You can see the ease she has with other women in her interviews on her street and in the pilot in which she talked to a professional model. “Physically, on a scale of 1 to 10, where do you think you rank?” Schumer asks a model in the first episode. “A seven,” the women responds. “Really?” Schumer gasps. “That’s so sad, because I think I’m a seven.” But my favorite line from this interaction was when Schumer said she doesn’t even find male models attractive because “Honestly, they’re so out of my reach that they don’t even register as attractive to me,” which is basically how I feel (and I bet a lot of other women do too!).
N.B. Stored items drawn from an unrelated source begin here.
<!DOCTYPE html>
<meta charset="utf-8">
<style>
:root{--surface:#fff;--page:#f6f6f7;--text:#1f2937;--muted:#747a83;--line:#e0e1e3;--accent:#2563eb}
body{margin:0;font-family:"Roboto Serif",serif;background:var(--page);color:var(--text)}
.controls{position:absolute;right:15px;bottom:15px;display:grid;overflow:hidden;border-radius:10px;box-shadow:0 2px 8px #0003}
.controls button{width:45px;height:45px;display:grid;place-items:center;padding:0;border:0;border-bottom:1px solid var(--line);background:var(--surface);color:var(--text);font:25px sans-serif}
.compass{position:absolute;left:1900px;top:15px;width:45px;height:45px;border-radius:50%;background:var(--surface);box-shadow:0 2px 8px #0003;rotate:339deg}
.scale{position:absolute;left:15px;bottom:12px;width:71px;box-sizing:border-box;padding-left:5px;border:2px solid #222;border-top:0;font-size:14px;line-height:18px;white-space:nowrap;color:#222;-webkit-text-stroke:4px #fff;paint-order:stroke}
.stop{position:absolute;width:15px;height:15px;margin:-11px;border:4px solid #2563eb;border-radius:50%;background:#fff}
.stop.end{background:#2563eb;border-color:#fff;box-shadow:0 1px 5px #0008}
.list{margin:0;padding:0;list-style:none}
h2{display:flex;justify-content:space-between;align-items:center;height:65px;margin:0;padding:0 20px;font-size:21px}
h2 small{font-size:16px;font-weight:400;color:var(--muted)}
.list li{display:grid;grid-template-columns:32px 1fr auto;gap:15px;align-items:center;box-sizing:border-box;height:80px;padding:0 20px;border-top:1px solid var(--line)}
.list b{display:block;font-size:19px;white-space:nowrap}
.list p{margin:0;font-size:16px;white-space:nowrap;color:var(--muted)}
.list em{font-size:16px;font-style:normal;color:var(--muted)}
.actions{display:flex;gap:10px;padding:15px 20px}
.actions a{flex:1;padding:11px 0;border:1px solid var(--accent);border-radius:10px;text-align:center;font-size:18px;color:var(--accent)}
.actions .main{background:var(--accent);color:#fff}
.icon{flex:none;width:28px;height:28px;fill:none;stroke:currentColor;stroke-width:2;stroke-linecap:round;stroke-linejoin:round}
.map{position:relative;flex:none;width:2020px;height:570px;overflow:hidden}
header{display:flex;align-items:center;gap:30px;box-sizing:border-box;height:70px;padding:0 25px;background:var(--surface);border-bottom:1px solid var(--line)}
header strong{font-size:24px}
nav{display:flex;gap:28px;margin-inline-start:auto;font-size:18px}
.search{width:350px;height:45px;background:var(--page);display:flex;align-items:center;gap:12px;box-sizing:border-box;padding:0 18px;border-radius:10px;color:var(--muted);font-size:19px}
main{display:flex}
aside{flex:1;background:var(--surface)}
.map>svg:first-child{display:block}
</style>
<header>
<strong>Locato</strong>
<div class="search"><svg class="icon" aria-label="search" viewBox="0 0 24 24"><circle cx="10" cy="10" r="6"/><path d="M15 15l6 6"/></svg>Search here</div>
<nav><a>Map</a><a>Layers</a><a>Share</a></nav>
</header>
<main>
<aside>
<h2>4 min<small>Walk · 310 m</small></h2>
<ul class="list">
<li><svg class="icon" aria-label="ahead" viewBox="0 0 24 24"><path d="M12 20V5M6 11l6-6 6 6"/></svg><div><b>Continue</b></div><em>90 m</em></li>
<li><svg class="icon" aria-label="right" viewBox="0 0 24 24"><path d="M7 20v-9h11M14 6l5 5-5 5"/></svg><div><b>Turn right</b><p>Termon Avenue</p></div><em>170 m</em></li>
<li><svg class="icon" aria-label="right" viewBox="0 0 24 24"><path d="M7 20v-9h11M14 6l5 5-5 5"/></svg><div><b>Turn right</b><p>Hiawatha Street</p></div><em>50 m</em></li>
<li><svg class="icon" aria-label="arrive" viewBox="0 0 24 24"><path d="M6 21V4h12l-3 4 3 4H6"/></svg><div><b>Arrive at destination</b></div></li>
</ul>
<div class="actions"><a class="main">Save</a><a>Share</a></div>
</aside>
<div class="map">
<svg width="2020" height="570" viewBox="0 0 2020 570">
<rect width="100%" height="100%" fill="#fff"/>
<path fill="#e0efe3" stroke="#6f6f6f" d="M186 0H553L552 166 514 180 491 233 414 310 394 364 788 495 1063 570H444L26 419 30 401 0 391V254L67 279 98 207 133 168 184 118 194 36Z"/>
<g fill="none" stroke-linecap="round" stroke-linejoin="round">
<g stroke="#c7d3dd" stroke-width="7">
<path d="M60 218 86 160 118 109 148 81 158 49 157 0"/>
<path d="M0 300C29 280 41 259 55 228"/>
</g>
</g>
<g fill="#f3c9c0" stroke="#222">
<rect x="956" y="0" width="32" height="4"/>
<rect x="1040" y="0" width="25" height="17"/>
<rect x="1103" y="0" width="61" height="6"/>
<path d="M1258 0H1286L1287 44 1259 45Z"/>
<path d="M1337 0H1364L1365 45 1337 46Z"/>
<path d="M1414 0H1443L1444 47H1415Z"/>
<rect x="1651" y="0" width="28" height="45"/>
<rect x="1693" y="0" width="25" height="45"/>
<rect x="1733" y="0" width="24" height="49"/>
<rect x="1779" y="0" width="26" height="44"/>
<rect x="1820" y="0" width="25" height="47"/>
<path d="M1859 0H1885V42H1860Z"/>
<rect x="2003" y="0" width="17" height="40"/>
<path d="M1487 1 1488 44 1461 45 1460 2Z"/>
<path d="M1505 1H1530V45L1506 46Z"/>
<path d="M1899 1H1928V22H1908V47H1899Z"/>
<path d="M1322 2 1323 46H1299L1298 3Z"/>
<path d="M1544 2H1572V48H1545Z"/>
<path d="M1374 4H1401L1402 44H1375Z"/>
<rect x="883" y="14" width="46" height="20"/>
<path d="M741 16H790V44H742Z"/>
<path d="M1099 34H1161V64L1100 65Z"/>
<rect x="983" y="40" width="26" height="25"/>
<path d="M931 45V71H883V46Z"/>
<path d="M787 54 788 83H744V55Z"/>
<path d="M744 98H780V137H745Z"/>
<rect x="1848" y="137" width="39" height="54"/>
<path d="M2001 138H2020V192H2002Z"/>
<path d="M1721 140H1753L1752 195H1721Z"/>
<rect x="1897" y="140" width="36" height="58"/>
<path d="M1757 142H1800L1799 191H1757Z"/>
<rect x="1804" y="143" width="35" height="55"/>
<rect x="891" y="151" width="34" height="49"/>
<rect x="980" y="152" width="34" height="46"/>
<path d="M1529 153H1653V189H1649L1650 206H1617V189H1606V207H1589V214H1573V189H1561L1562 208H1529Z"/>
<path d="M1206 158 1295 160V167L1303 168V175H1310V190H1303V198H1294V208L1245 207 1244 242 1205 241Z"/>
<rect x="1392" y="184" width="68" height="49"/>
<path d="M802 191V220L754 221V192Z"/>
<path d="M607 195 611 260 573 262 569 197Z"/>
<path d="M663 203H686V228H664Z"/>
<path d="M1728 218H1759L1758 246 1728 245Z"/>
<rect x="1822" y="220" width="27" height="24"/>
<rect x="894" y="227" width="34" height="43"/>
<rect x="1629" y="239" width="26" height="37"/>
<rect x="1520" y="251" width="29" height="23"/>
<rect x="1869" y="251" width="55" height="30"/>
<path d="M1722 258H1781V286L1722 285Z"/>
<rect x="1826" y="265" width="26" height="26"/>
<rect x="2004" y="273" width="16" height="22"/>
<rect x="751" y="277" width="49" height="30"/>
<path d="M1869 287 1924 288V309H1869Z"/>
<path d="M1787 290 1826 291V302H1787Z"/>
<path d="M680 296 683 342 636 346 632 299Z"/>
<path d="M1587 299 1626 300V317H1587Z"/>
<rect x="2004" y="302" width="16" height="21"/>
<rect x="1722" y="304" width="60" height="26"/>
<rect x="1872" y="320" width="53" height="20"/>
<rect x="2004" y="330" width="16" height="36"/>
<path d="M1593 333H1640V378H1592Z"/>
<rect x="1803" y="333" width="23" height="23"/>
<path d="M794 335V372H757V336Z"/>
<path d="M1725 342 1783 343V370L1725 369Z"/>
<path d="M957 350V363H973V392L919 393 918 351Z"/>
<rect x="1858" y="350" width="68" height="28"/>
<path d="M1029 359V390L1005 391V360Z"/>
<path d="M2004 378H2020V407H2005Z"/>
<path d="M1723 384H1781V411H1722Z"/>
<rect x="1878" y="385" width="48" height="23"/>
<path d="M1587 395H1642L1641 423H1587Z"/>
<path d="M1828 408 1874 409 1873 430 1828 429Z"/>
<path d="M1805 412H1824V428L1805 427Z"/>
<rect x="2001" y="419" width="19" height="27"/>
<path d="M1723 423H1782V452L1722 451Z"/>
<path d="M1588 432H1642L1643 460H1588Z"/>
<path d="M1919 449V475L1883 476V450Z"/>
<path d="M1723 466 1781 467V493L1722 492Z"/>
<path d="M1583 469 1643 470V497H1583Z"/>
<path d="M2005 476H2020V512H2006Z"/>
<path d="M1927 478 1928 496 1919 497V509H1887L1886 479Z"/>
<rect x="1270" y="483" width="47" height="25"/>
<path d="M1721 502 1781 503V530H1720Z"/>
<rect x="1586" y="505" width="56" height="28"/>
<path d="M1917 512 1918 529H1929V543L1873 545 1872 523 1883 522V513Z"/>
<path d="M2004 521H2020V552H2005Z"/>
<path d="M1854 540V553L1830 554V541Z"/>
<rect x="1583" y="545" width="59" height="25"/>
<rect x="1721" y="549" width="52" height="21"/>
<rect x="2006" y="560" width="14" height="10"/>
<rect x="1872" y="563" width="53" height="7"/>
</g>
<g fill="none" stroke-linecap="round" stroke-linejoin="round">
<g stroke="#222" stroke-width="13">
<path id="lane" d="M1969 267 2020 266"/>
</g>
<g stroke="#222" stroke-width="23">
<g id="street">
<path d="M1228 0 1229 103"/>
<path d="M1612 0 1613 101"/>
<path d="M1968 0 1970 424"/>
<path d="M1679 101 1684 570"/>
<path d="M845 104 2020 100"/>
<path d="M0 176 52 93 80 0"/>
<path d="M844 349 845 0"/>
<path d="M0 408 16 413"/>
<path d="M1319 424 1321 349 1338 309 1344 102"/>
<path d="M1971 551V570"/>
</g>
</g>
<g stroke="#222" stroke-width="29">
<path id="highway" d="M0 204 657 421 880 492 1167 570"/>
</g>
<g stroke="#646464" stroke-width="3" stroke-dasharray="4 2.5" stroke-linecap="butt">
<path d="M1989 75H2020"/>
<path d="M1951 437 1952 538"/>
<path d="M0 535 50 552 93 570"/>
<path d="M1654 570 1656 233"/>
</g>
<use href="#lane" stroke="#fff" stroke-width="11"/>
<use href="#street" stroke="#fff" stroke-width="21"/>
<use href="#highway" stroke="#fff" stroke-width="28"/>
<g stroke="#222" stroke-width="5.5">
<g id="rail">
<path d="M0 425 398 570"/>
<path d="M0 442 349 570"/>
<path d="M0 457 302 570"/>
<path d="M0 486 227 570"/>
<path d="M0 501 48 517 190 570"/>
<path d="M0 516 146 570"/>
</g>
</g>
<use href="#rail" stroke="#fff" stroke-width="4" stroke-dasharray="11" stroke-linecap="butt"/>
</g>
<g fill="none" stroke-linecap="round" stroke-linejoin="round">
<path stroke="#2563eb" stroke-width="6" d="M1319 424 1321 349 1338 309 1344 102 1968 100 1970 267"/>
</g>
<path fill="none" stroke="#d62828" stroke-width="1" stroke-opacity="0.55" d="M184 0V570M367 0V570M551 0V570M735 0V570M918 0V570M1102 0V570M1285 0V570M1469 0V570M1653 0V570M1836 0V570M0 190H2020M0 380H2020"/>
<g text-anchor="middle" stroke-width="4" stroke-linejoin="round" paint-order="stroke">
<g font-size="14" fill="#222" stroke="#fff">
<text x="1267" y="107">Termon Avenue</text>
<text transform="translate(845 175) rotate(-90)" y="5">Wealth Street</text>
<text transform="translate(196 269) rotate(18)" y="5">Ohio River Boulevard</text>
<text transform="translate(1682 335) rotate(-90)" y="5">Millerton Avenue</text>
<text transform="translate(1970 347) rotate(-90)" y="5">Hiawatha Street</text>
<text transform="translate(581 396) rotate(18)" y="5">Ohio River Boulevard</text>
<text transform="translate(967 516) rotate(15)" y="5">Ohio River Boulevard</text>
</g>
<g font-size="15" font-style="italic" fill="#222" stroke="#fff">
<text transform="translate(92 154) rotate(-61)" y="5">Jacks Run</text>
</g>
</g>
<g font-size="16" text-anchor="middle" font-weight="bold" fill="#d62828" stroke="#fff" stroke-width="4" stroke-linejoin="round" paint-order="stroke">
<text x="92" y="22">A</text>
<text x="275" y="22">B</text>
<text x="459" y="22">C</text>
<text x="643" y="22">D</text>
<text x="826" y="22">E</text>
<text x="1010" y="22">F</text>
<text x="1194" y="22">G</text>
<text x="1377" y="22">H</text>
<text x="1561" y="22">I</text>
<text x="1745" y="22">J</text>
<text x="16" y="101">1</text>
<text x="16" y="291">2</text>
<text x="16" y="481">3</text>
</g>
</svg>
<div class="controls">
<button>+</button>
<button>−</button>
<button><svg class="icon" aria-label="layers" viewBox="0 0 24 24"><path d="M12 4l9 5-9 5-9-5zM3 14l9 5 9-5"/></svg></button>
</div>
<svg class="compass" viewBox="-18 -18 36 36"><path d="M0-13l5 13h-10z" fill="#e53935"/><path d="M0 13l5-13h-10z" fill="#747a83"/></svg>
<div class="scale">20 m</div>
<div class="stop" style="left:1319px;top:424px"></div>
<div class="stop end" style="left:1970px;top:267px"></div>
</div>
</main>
Clearly, a lot of people are paying attention to Schumer as the series premiered to 1.6 million viewers. It was the network’s strongest debut of 2013, according to The Hollywood Reporter. Along with Schumer, the series was developed by Daniel Powell and Jessi Klein, with Klein serving as the head writer with Tig Notaro, Kyle Dunnigan, Kurt Metzger and Gabe Liedman.
Schumer isn’t for everyone but you should know that she is writing and fighting for the ladies, especially the control freak b*tches.